This done, the hood party head straight into their barrage of three
songs for the session in this pub. We get some good camera shots and
have a half decent view of what is going on.
For those of you who fancy hearing some of the songs that are sung:
http://hk.youtube.com/watch?v=yERuBi8wbkI
http://hk.youtube.com/watch?v=SXxH_mXkMWs&feature=related
http://hk.youtube.com/watch?v=FjKsShGdknM&feature=related
This done we get a quick pint in and have a a sit down as most people
depart the pub to head on over to Haxey. This we need to do now promptly
ourselves as some uni mates are gonna be meeting me in the Duke back
over in Haxey.
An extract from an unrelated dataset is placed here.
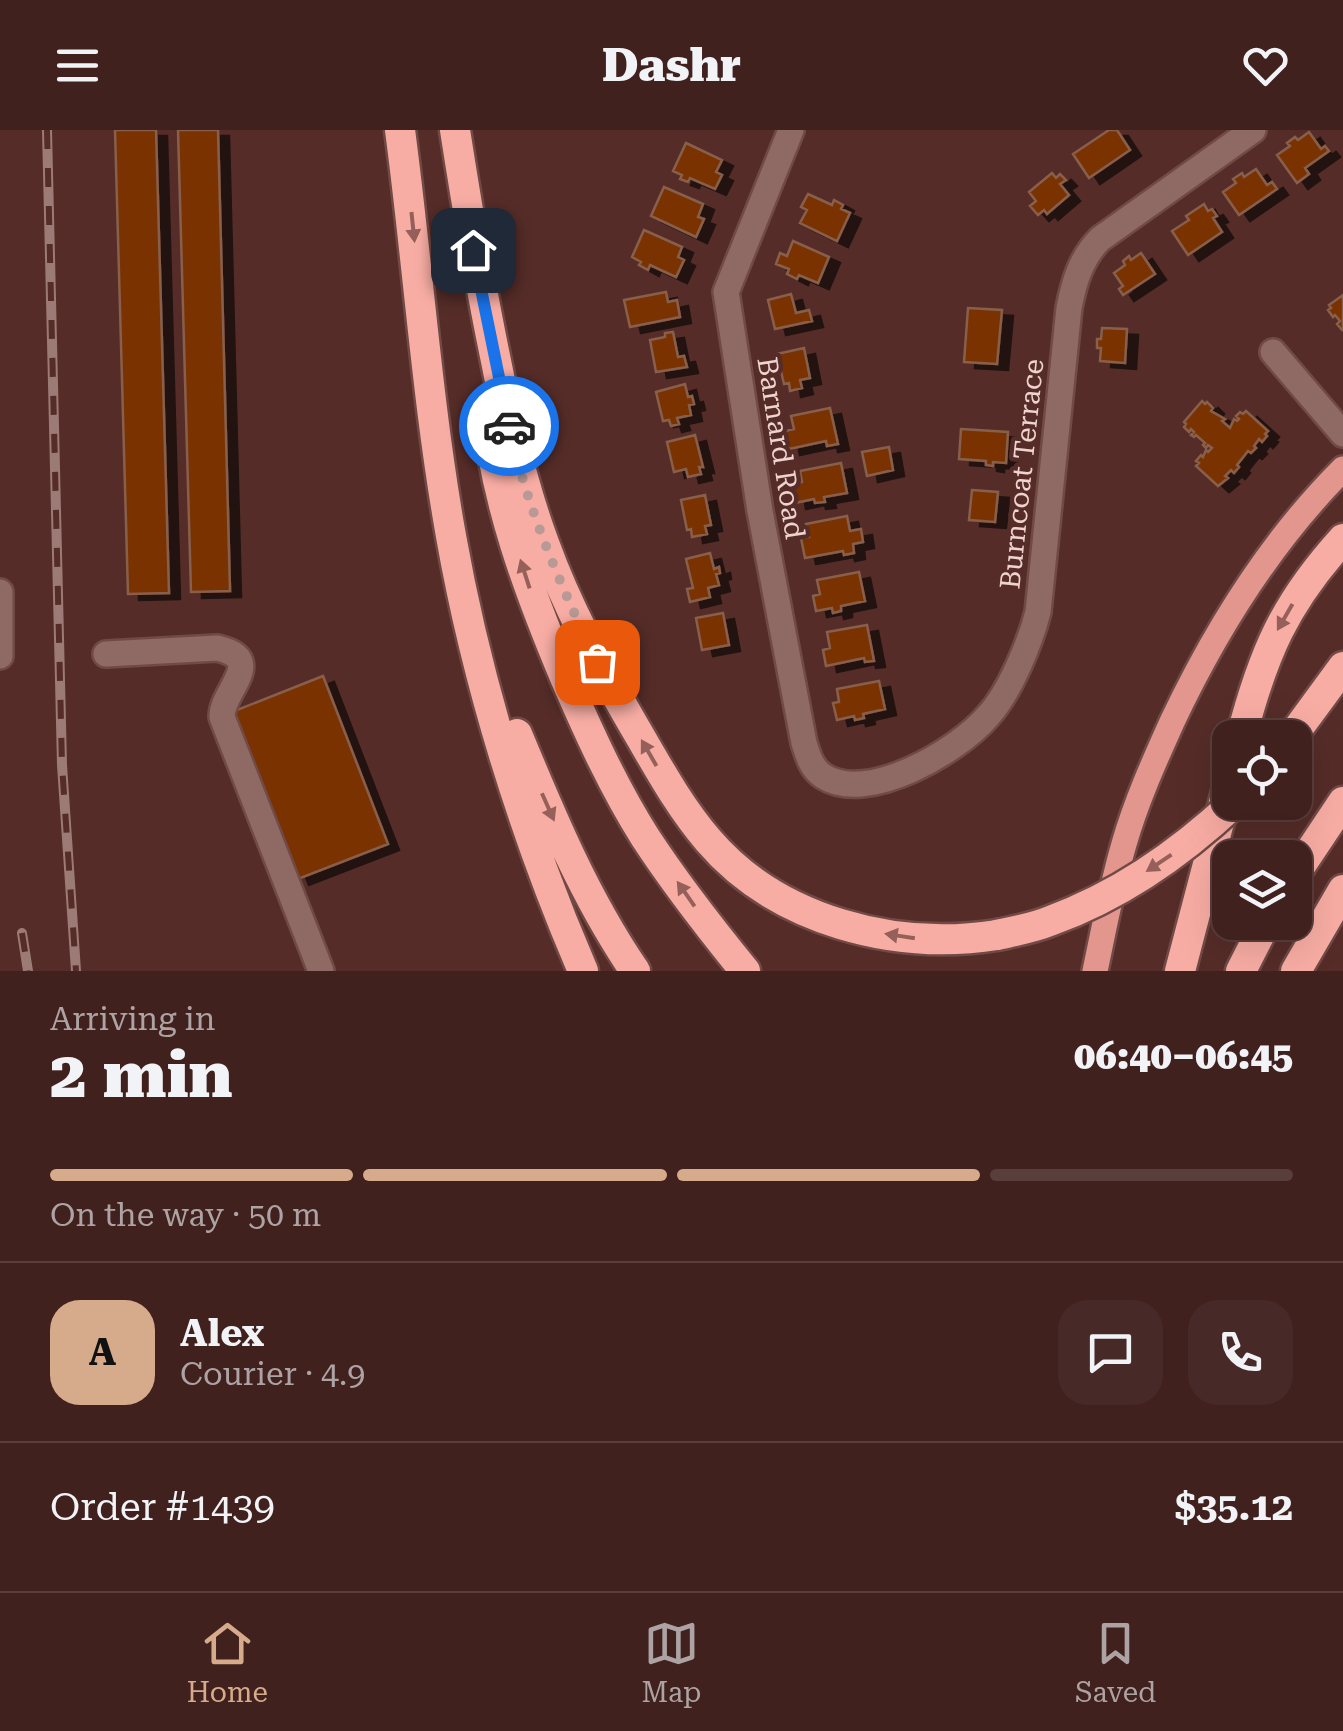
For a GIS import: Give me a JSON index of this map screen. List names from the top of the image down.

Most of the family clan will also be already parked up
in the Duke aswell in what is now our corner of the Duke
pub as my Uncle Malcom solely declares and to be fair the family is
usually out in good numbers in that corner.
The church area and the high street area is much busier than a couple
of hours ago, people standing in the streets in small groups of family
and friends, all drinking cans and bottles from there bags and rucksacks.
No one seems to care about this as is practical after all (being that
you cannot physically get all these people into the bar) and the police
dotted around turn a blind eye.
I do however wonder to myself how long it will be before the funstoppers
(police, local authorites, Mr Brown and probable pedantic new villagers)
get the hump and try to put a stop to such a day on the grounds of health
and safety and all that melarky.
The Duke is all laid bare, there is plastic sheeting on the floor, pictures
have been taken off the wall and there are no chairs or tables to be
found at all. It is meant for standing room only.
Get in the pub, meet my mate Mark and his wife (who is somewhat worryingly
wearing high heeled shoes) plus Dave and Gaz (good names them eh). Have
a quick pint and a bit of banter with them before my mother catches
us and hauls us off into the corner in preperation for the hood party.
Here in the corner theyve brought their own bags of booze into
the pub also so they do not even have to bother trying to get to the
bar in such busy times.
Some guy comes in close to the bar at the end of where we are all situated
and orders twenty pints of bitter, much to the displeasure of others
waiting. Still ,these beers are for the hood party and theyll
be heading in shortly (following their trip into the Kings and the Loco).
And so they do, and so do many others behond them. Now, the place is
absolutly packed to the rafters, people are wall to wall and you really
cannot go anywhere, we have now even clambered up upon the side chairs
of our corner for a better view and to make more space.
My Uncle Malcom and Uncle Terry have manouvered themselves in with the
hood party to join in the singing (many moons ago you see my Uncle Malcom
was involved in all this officially as the fool
how ironic one
would say if you saw the guy and the braces he wears). The place has
become unbelieveably hot now and people are sweating buckets.
Once theyve got their beer, they all have a swig amongst themselves
and crack on once more into their set of songs. This is the last pub
stop of the day, the last singing of the songs and so they blast a good
version of these ones out (fueled now by copious beers). As ever it
starts with Farmers Boy (I even know a few words of this one), followed
by John Barleycorn (possibly my new favourite after this session) and
finishing with a rousing rendition of Cannons.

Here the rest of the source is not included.